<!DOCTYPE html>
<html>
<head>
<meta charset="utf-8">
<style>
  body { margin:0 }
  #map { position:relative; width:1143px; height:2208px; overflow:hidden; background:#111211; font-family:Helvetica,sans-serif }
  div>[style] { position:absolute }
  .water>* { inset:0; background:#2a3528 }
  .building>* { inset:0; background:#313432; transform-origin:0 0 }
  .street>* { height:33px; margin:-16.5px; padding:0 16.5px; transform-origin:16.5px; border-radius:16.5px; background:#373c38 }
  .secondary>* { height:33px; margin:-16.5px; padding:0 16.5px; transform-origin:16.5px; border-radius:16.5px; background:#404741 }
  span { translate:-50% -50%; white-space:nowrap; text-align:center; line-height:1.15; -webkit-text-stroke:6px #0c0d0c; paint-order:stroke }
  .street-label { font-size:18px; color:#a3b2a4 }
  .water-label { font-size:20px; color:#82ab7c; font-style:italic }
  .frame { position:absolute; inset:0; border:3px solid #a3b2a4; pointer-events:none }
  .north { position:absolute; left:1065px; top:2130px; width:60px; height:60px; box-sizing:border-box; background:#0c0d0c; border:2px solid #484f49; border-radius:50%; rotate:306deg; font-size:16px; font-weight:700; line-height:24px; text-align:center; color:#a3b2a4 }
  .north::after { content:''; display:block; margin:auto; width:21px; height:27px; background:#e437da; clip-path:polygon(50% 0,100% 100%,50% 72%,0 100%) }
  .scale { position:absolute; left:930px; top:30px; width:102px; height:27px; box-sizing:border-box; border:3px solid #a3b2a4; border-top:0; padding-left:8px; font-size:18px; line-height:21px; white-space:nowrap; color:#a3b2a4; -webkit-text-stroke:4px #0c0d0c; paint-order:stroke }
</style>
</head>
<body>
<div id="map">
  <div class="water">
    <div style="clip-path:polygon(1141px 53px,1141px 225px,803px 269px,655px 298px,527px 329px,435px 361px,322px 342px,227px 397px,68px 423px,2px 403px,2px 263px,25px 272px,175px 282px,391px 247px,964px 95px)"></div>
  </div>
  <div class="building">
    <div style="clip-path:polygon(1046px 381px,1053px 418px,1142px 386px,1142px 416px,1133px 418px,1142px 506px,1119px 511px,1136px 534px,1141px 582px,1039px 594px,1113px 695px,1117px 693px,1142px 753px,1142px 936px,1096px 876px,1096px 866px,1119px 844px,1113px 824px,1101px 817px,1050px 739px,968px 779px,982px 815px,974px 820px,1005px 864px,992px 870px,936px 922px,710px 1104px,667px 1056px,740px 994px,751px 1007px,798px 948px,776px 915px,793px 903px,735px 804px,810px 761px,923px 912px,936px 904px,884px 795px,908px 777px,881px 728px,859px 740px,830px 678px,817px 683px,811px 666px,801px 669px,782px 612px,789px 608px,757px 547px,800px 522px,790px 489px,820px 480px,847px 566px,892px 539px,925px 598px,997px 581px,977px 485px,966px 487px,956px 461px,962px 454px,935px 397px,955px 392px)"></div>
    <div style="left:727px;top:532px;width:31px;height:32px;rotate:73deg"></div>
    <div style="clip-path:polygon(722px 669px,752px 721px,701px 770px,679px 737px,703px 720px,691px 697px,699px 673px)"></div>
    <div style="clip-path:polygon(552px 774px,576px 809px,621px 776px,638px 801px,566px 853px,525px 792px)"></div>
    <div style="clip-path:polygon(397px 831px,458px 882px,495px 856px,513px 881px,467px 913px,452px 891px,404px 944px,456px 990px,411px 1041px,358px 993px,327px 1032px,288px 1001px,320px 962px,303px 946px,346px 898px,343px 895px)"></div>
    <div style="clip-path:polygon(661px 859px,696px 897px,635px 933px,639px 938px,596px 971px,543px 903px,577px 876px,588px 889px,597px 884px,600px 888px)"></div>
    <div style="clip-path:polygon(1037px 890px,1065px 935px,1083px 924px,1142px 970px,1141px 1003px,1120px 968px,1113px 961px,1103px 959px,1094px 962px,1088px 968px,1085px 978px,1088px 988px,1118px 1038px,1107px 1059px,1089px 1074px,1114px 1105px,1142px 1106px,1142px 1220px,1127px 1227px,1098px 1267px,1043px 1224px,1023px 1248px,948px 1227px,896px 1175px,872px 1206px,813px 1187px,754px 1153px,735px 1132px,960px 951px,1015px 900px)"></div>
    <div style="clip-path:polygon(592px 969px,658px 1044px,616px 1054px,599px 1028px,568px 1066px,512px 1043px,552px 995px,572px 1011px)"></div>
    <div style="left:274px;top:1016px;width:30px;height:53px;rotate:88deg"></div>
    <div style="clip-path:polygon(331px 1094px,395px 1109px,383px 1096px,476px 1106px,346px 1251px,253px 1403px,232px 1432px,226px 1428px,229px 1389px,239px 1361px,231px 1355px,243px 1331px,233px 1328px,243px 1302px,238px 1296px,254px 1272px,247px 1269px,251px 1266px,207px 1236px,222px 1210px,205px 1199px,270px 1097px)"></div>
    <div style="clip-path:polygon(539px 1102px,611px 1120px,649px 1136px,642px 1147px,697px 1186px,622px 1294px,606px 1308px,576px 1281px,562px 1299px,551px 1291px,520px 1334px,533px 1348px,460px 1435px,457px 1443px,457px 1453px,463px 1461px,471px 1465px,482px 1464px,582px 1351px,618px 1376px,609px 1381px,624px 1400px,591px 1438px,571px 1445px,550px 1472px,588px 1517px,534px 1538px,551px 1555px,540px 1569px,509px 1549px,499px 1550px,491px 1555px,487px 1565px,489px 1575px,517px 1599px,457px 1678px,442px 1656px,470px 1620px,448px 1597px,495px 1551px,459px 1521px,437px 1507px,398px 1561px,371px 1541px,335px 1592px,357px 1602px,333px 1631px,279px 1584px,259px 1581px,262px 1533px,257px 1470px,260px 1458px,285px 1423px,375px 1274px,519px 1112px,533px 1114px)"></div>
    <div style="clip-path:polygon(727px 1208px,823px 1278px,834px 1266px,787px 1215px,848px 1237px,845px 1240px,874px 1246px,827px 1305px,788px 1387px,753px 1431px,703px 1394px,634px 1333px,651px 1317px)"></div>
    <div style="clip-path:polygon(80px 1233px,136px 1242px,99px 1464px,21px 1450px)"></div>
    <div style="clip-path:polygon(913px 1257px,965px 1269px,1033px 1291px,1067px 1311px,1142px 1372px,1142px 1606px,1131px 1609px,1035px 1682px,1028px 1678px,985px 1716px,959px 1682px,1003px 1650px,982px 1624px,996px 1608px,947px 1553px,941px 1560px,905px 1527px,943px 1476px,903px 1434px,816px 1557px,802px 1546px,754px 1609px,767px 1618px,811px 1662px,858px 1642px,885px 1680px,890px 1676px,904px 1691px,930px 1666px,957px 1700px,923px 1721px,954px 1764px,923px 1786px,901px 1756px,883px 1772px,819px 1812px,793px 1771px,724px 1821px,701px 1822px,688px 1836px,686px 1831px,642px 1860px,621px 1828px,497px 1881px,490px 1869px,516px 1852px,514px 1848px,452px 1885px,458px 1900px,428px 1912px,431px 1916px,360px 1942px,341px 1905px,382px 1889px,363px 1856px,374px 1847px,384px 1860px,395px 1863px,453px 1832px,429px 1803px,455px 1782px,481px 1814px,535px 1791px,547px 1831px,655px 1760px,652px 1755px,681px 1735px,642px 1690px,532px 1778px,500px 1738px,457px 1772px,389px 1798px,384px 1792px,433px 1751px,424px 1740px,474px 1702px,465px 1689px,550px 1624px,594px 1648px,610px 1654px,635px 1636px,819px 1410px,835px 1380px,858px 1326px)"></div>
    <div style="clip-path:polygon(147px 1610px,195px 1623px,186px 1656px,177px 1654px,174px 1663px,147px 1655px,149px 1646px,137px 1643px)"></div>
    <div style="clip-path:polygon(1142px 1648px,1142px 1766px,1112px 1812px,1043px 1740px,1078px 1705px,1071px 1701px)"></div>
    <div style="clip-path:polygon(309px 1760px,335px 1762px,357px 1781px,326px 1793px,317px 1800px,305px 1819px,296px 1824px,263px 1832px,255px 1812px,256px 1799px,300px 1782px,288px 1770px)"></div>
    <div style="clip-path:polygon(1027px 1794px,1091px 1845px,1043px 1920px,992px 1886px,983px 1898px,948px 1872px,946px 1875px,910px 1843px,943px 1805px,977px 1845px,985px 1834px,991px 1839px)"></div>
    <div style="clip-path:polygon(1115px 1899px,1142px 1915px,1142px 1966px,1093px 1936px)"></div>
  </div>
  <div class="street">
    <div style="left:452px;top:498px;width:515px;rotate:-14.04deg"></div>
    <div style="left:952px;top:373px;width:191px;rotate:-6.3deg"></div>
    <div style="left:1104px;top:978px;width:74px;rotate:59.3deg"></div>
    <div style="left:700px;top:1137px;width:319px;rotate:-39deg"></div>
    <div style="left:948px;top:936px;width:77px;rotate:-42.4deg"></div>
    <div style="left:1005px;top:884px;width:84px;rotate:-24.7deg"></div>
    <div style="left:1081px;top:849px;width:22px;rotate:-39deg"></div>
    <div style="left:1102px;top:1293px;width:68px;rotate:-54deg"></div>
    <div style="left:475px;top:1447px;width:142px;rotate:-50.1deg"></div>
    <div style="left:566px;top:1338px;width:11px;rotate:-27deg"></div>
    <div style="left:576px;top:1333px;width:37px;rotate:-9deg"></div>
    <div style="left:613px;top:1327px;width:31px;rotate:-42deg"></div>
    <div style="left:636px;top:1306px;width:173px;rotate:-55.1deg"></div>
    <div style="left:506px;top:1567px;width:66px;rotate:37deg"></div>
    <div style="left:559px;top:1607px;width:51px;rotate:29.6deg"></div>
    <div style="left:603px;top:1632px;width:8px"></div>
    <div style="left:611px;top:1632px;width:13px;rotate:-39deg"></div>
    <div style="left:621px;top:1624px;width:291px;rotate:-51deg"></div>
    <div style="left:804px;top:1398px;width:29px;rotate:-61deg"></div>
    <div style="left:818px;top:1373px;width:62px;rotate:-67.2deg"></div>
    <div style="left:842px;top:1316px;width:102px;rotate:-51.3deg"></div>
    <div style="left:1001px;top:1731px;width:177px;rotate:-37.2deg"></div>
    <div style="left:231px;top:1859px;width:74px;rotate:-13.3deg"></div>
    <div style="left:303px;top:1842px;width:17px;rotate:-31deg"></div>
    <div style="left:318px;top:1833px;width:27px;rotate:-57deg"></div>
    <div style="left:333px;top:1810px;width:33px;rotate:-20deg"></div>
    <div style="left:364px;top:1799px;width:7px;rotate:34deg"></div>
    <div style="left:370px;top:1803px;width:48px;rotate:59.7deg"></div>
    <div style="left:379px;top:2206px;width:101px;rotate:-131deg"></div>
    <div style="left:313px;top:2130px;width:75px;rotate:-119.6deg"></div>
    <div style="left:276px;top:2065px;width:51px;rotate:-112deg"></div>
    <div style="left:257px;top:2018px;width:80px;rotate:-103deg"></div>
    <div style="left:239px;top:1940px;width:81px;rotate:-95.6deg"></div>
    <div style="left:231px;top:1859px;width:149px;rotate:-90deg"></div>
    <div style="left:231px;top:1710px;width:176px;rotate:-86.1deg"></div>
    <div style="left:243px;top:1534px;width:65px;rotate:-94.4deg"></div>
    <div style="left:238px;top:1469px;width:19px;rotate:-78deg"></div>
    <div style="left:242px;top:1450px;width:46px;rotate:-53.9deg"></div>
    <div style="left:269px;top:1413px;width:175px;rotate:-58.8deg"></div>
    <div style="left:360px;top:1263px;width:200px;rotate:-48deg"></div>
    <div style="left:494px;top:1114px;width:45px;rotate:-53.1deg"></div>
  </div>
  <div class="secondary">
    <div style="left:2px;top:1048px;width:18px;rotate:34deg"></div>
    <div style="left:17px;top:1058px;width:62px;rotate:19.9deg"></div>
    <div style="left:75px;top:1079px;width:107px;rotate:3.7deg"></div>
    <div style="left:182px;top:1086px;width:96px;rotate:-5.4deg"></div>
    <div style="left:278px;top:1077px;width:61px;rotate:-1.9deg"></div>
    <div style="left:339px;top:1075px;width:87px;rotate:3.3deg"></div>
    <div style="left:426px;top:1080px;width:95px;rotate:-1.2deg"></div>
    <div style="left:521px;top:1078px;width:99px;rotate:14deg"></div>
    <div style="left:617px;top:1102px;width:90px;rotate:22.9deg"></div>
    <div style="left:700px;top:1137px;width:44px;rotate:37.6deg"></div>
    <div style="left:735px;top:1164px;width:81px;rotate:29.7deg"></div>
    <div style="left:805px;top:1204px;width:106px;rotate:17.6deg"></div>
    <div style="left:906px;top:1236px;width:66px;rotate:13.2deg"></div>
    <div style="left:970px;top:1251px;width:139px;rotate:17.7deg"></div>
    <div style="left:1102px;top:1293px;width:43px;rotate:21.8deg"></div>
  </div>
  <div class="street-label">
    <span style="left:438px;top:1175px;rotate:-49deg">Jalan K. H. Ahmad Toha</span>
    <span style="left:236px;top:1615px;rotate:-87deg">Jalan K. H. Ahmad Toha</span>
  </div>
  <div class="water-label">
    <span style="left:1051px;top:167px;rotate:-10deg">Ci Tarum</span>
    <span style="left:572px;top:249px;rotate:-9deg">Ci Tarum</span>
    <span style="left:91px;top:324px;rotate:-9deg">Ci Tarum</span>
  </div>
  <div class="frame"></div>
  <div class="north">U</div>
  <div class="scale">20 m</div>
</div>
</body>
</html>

● **Work task**
Write out exactly the lines from the beginning of the material above through the line with "position:absolute; left:1065px; top:2130px;", including both and omitting all others.

● **The answer**
<!DOCTYPE html>
<html>
<head>
<meta charset="utf-8">
<style>
  body { margin:0 }
  #map { position:relative; width:1143px; height:2208px; overflow:hidden; background:#111211; font-family:Helvetica,sans-serif }
  div>[style] { position:absolute }
  .water>* { inset:0; background:#2a3528 }
  .building>* { inset:0; background:#313432; transform-origin:0 0 }
  .street>* { height:33px; margin:-16.5px; padding:0 16.5px; transform-origin:16.5px; border-radius:16.5px; background:#373c38 }
  .secondary>* { height:33px; margin:-16.5px; padding:0 16.5px; transform-origin:16.5px; border-radius:16.5px; background:#404741 }
  span { translate:-50% -50%; white-space:nowrap; text-align:center; line-height:1.15; -webkit-text-stroke:6px #0c0d0c; paint-order:stroke }
  .street-label { font-size:18px; color:#a3b2a4 }
  .water-label { font-size:20px; color:#82ab7c; font-style:italic }
  .frame { position:absolute; inset:0; border:3px solid #a3b2a4; pointer-events:none }
  .north { position:absolute; left:1065px; top:2130px; width:60px; height:60px; box-sizing:border-box; background:#0c0d0c; border:2px solid #484f49; border-radius:50%; rotate:306deg; font-size:16px; font-weight:700; line-height:24px; text-align:center; color:#a3b2a4 }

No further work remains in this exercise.